- Genre: music variety
- Written by: Saul Ilson Frank James
- Directed by: Bill Davis
- Presented by: Bill Walker
- Country of origin: Canada
- Original language: English
- No. of seasons: 4

Production
- Producer: Norman Sedawie
- Running time: 30 minutes

Original release
- Network: CBC Television
- Release: 9 July 1959 – 25 June 1964

= Parade (TV series) =

Canadian music variety television series

Parade is a Canadian music variety television series which aired on CBC Television from 1959 to 1964.

==Premise==
Parade was created as an open-format entertainment series which covered most music styles and included comedy performances. Sometimes an episode would focus on one particular performer, while another episode could feature various entertainers under a particular theme.
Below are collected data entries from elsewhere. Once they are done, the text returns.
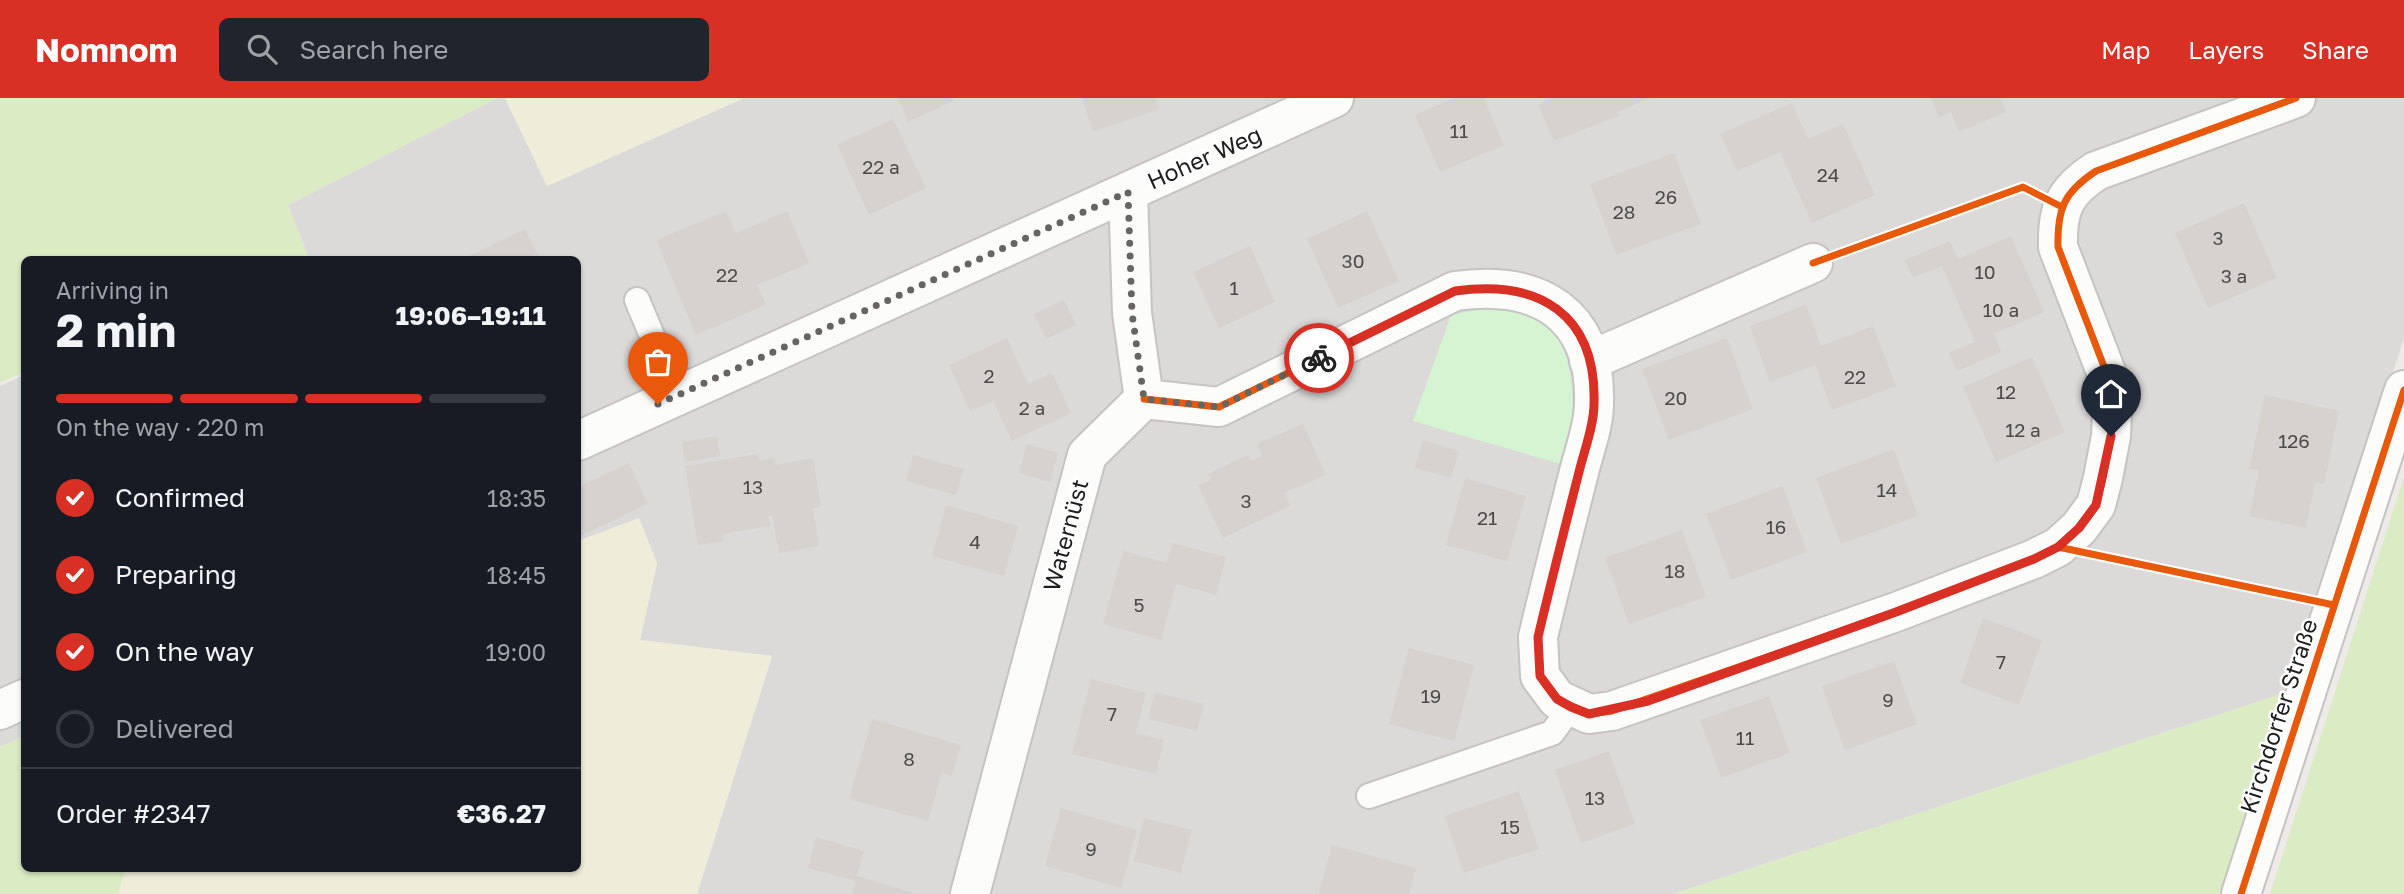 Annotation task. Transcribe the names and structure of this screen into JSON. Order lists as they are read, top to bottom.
{
  "streets": {
    "street": ["Hoher Weg", "Waternüst", "Kirchdorfer Straße"]
  },
  "house_numbers": [
    "11",
    "22 a",
    "24",
    "26",
    "28",
    "3",
    "30",
    "10",
    "22",
    "3 a",
    "1",
    "10 a",
    "2",
    "22",
    "12",
    "20",
    "2 a",
    "12 a",
    "126",
    "13",
    "14",
    "3",
    "21",
    "16",
    "4",
    "18",
    "5",
    "7",
    "19",
    "9",
    "7",
    "11",
    "8",
    "13",
    "15",
    "9"
  ],
  "page": {
    "header": "Nomnom",
    "search": "Search here",
    "nav": ["Map", "Layers", "Share"],
    "heading": ["2 min", "Arriving in", "19:06–19:11"],
    "panel": ["Order #2347", "€36.27"],
    "bar": "On the way · 220 m",
    "list": [
      ["Confirmed", "18:35"],
      ["Preparing", "18:45"],
      ["On the way", "19:00"],
      "Delivered"
    ]
  }
} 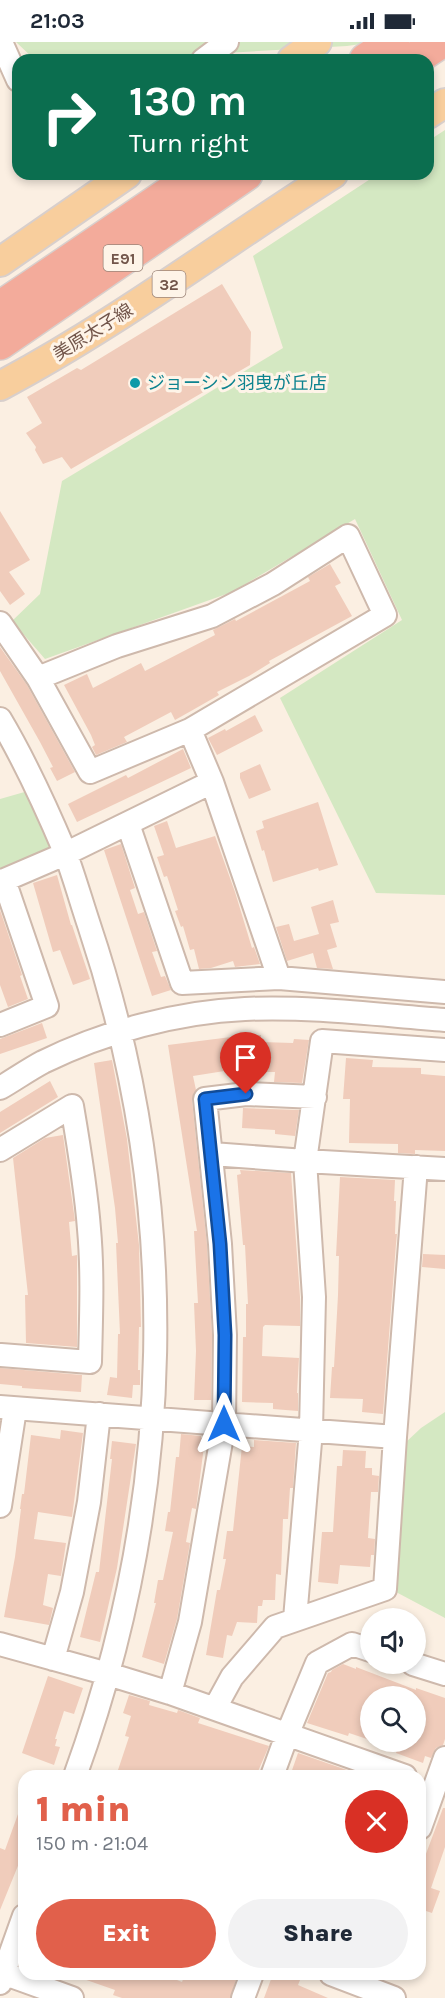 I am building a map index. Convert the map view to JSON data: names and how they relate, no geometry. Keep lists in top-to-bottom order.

The series featured Canadian artists such as the Canadian Opera Company, Maynard Ferguson, Oscar Peterson, the Toronto Symphony Orchestra and the Billy Van Four. Featured international performers included Ernestine Anderson, Pete Seeger and Jonathan Winters. Wayne and Shuster provided their interpretation of James Thurber's Many Moons in a 1963 episode. The "Sing, Sing, Sing" episodes of Parade were recurring occasions which featured Pat Hervey and the Gino Silvi Singers leading a sing-along, supplemented by dance performances from a troupe choreographed by Alan Lund supported by an orchestra led by Bert Niosi.

==Reception==
In early 1962, Parade was ranked Canada's 17th most popular series according to national ratings by Elliott-Haynes.

==Scheduling==
This half-hour series was broadcast as follows (times in Eastern):

| Day | Time | Season run |
|---|---|---|
| Thursdays | 8:00 p.m. | 9 July to 17 September 1959 |
| Tuesdays | 9:30 p.m. | 19 July to 20 September 1960 |
| Thursdays | 9:30 p.m. | 13 July to 7 September 1961 |
| Sundays | 7:30 p.m. | 17 September 1961 to 24 June 1962 |
| Wednesdays | 8:30 p.m. | 4 July to 19 September 1962 |
| Wednesdays | 8:30 p.m. | 26 September 1962 to 3 July 1963 |
| Thursdays | 9:30 p.m. | 26 September 1963 to 25 June 1964 |

The episodes from July to September 1962 were rebroadcasts from the two previous seasons.

The series was cancelled after 1964 due to reported reductions in CBC's variety budget. Norman Sedawie, Parades producer, then left CBC for work in America.